Der Manga I Am a Hero von Kengo Hanazawa bietet ein unschätzbares visuelles Handbuch für die Entwicklung von Überlebens-Videospielen. Sein Protagonist Hideo, ein halluzinierender Zeichner, navigiert durch ein verwüstetes Tokio, in dem die eigentliche Bedrohung die ZQN sind: Zombies, die die menschliche Anatomie auf groteske Weise verformen. Für einen Entwickler ist dieses Werk nicht nur Unterhaltung; es ist ein Leitfaden für das Design von Kreaturen und Umgebungen, der mit den Klischees des Genres bricht. Der Hyperrealismus in den Hintergründen und die verstörende Körperlichkeit der Infizierten liefern direkte Referenzen für das 3D-Modelling und die Erstellung bedrückender Atmosphären in Echtzeit. 🧟
Anatomische Deformation und Texturierung für Spiel-Engines 🎮
Das Design der ZQN basiert auf einer Schlüsselregel für das 3D-Modelling: die Untergrabung der menschlichen Symmetrie. Anstatt einfacher Wunden zeichnet Hanazawa Knochenverdrehungen, ausgerenkte Kiefer und verlängerte Gliedmaßen, die an Fehler im Skelett-Mesh erinnern. Um dies in Unreal Engine oder Unity zu replizieren, wird empfohlen, asymmetrische Mesh-Modifikatoren in Blender oder Maya zu verwenden und die Knochen des Riggings zu verzerren, um unmögliche Posen zu erzeugen. Die Texturierung sollte ein schmutziges PBR (Physically Based Rendering) priorisieren: hohe Rauhigkeitskanäle auf der Haut, Normal Maps mit Details geplatzter Adern und Opazitätsmasken zur Simulation von zerrissenem Gewebe. Die volumetrische Beleuchtung, die im Manga durch den Einsatz von Gegenlicht in Innenräumen von zentraler Bedeutung ist, wird in Nebel mit variabler Dichte übersetzt, um Pop-Ins von Assets zu verbergen und die Spannung zu erhöhen.

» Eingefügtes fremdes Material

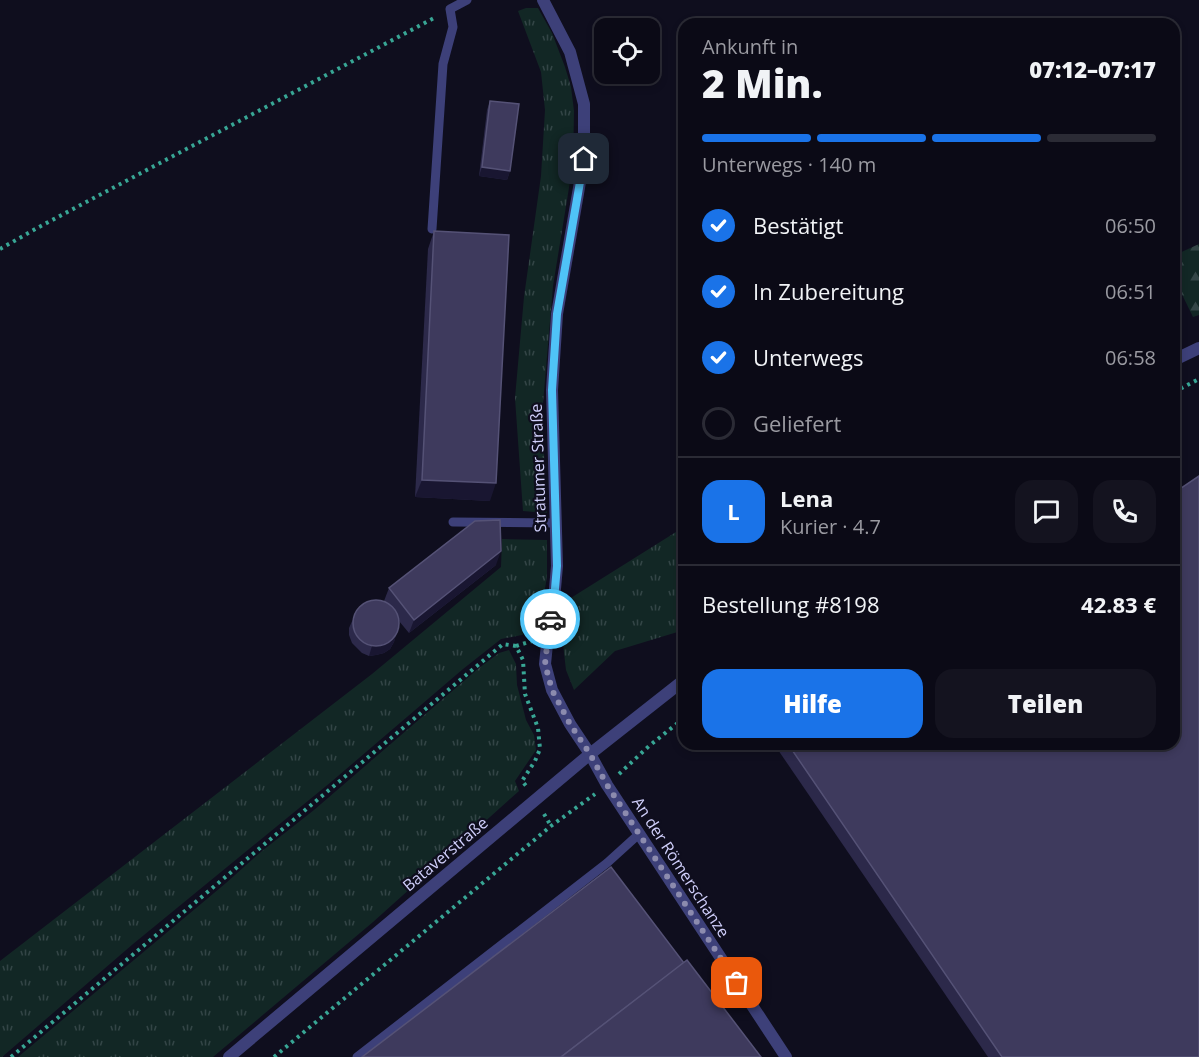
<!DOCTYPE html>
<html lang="de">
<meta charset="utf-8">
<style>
:root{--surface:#0b0a16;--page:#14131f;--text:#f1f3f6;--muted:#9a9aa1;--line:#2b2b35;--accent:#1a73e8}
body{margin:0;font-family:"Open Sans",sans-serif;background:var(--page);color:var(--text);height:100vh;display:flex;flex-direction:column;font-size:22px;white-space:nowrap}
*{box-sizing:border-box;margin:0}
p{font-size:20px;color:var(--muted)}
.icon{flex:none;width:33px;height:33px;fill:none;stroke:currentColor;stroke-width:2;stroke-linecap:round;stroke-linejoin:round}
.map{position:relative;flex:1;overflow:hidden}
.sheet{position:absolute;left:678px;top:18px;width:502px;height:732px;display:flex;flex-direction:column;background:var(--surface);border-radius:18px;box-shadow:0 3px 9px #0003,0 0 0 2px var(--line)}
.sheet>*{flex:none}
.tools{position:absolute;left:594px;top:18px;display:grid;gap:12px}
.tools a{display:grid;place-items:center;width:66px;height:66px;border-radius:12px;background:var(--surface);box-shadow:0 3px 9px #0003,0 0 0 2px var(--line);font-size:30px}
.pin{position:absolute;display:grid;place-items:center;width:51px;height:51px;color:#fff;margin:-26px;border-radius:12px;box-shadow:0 3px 9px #0006}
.courier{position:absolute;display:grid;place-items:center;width:60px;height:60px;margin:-30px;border:4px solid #4fc3f7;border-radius:50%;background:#fff;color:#222;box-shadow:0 2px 8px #0007}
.head em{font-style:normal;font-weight:800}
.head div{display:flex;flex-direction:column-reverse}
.head{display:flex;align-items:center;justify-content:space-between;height:102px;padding:0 24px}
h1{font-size:39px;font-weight:800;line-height:45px}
.bar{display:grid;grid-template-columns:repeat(4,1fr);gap:9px 6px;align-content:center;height:72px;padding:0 24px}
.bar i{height:8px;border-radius:4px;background:var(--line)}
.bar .active{background:var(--accent)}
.bar p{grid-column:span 4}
.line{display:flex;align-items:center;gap:15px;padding:0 24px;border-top:2px solid var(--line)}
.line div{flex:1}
.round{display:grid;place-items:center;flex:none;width:63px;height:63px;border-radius:18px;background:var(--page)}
ol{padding:0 24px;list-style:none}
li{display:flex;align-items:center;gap:18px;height:66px}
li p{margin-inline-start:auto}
li .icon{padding:6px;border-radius:50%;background:var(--accent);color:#fff;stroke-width:4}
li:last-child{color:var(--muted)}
li i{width:33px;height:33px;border:3px solid var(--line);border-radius:50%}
.action{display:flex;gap:12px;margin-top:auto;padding:12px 24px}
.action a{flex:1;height:69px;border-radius:18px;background:var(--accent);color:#fff;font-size:24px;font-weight:800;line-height:69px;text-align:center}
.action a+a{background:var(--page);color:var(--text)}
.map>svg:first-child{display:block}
</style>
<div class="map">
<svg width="1199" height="1057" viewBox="0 0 1199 1057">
<defs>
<pattern id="grass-tufts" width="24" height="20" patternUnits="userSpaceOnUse" patternTransform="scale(1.5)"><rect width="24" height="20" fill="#122725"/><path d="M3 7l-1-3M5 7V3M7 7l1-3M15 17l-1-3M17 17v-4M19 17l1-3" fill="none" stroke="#334546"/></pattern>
<pattern id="forest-firs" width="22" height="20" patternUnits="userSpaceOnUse" patternTransform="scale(1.5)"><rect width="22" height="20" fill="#122725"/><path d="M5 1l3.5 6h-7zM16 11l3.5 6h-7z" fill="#334546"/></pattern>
</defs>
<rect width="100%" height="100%" fill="#0f0e1e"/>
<g fill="url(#grass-tufts)">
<polygon points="526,8 538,8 552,33 565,67 571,87 574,111 573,163 553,286 542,415 547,513 523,511 515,398 524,297 541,176 545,110 541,72 518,11"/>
<polygon points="684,527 684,630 615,651 574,690 566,670 563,644 566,601"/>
<polygon points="502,539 547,540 547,577 542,605 534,626 522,635 501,639 463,669 331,782 133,944 2,1057 0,1057 0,961 372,674 501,567"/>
<polygon points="509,650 516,664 517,685 526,720 534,735 536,750 515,781 519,791 373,922 213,1057 18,1057 226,883 262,851 314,810 479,668 499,653"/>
</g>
<polygon fill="url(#forest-firs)" points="1199,244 1199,315 1193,317 1175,280 1175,255"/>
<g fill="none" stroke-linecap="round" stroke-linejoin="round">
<g stroke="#38a695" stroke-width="4" stroke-dasharray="3 4.5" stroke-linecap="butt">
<polyline points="0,249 39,227 436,17"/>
<polyline points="1174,392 1199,379"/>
<polyline points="516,646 532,641"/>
<polyline points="619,774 649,746 684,718"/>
<polyline points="544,814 551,826"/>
<polyline points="11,1057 503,644 516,646 523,660 525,694 538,728 540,749 535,761 522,781 527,787"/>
<polyline points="274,1057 551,826 595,794"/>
</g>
<g stroke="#3d4079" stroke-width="9">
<polyline points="432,229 443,64 453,27 450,9 467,0"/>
<polyline points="453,522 555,523"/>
<polyline points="357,1057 607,863 639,834"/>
</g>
<g stroke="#3d4079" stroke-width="12">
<polyline points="543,0 570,52 584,104 584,159 557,314 552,390 557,566 554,600 549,625 545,664 552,690 570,724 590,754 607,785 786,1057"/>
<polyline points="229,1057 590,754"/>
</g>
<g stroke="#3d4079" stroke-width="12">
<polyline points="1174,360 1199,348"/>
<polyline points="590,754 684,680"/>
</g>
</g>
<g fill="#2c294a">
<polygon points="490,101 510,171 507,180 479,176 487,110"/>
<polygon points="434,231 490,501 415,497 428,249"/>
<polygon points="496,565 409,633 399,621 394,642 390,649 384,653 376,655 369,656 362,653 352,643 349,635 349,628 353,619 384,601 389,588"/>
<polygon points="774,744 1174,744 1199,1057 988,1057"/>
</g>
<g fill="#191631">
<polygon points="482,167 510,171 507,180 479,176"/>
<polygon points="422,480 496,483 490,501 415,497"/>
<polygon points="501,551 496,565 409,633 414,620"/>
<polygon points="397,633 394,642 390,649 384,653 376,655 369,656 372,646"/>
</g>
<g fill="#3e3a5d" stroke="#555276" stroke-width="1.5">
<polygon points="490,101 519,104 510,171 482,167"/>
<polygon points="434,231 509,235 496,483 422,480"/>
<polygon points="1199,476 1199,1057 1002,1057 788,744 1174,744 1174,493"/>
<polygon points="500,520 501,551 414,620 389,588 475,521"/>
<circle cx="376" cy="623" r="23"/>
<polygon points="611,867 684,963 561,1057 362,1057"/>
<polygon points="687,960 761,1057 561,1057"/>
</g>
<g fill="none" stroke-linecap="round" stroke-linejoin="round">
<polyline stroke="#8c8bae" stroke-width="6" stroke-dasharray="0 10.8" points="550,619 545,664 552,690 570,724 590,754 607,785 737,983"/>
<polyline stroke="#4fc3f7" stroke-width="8" points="550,619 554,600 557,566 552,390 557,314 584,159"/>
</g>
<g text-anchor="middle" stroke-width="4.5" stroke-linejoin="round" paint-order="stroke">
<g font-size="16" fill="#d0cffb" stroke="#0f0e1e">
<text transform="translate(538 468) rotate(-92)" y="6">Stratumer Straße</text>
<text transform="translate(445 854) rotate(-40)" y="6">Bataverstraße</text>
<text transform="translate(681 867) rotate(57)" y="6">An der Römerschanze</text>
</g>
</g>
</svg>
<div class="tools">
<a><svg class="icon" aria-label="locate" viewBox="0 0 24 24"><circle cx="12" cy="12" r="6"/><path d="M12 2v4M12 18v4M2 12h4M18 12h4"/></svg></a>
</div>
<div class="pin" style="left:737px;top:983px;background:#ea580c"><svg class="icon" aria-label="bag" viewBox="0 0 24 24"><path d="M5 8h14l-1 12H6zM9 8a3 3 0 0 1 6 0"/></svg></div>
<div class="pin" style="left:584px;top:159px;background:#1f2937"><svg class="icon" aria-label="home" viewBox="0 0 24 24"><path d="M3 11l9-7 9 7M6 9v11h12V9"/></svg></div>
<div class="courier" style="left:550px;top:619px"><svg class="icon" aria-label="car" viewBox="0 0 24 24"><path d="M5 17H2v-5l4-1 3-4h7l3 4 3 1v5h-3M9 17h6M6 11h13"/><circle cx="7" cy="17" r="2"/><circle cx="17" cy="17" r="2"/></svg></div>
<section class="sheet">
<div class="head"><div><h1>2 Min.</h1><p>Ankunft in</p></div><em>07:12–07:17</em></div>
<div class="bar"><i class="active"></i><i class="active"></i><i class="active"></i><i></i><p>Unterwegs · 140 m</p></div>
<ol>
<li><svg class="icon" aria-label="check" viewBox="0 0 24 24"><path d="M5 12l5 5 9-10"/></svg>Bestätigt<p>06:50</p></li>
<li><svg class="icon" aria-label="check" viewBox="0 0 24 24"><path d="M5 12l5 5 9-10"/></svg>In Zubereitung<p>06:51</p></li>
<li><svg class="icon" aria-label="check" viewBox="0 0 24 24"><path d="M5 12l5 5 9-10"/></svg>Unterwegs<p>06:58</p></li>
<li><i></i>Geliefert</li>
</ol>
<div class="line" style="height:108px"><b class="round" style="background:var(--accent);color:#fff">L</b><div><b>Lena</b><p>Kurier · 4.7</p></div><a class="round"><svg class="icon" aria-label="chat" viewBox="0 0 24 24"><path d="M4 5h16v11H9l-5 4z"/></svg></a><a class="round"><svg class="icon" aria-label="phone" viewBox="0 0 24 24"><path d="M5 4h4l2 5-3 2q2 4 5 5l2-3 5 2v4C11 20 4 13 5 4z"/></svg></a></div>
<div class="line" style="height:78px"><div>Bestellung #8198</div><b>42.83 €</b></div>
<div class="action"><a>Hilfe</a><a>Teilen</a></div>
</section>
</div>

Das Level als Bedrohung: Urbanes Design und Asset-Optimierung 🏙️
Das Tokio von I Am a Hero ist ein weiterer Charakter. Die Schauplätze, wie Convenience-Stores oder Überführungen, sind voller alltäglicher Gegenstände, die zu improvisierten Waffen werden. Für ein Überlebensspiel bedeutet dies, Level mit hoher Interaktionsdichte zu entwerfen, aber den Draw Call zu optimieren. Die Lösung besteht darin, Gebäudemodule mit Atlas-Texturen und aggressiven LODs für entfernte Straßen zu verwenden. Das visuelle Chaos des Mangas wird mit Partikelsystemen erreicht, die Staub und fliegendes Papier simulieren, zusammen mit einem Post-Processing-Shader, der Filmkorn und chromatische Aberration imitiert. So spiegelt sich die Zerbrechlichkeit Hideos in einer Welt wider, die der Spieler mit derselben Vorsicht erkunden muss wie in den Original-Panels.
Als Entwickler: Was ist die effektivste Strategie, um die visuelle Hierarchie und die narrative Umgebung des Mangas I Am a Hero in eine Grafik-Engine wie Unreal Engine oder Unity zu übersetzen und dabei den Spielfluss in urbanen Überlebens-Levels zu optimieren?
(PS: Ein Spieleentwickler ist jemand, der 1000 Stunden damit verbringt, ein Spiel zu machen, das die Leute in 2 Stunden durchspielen.)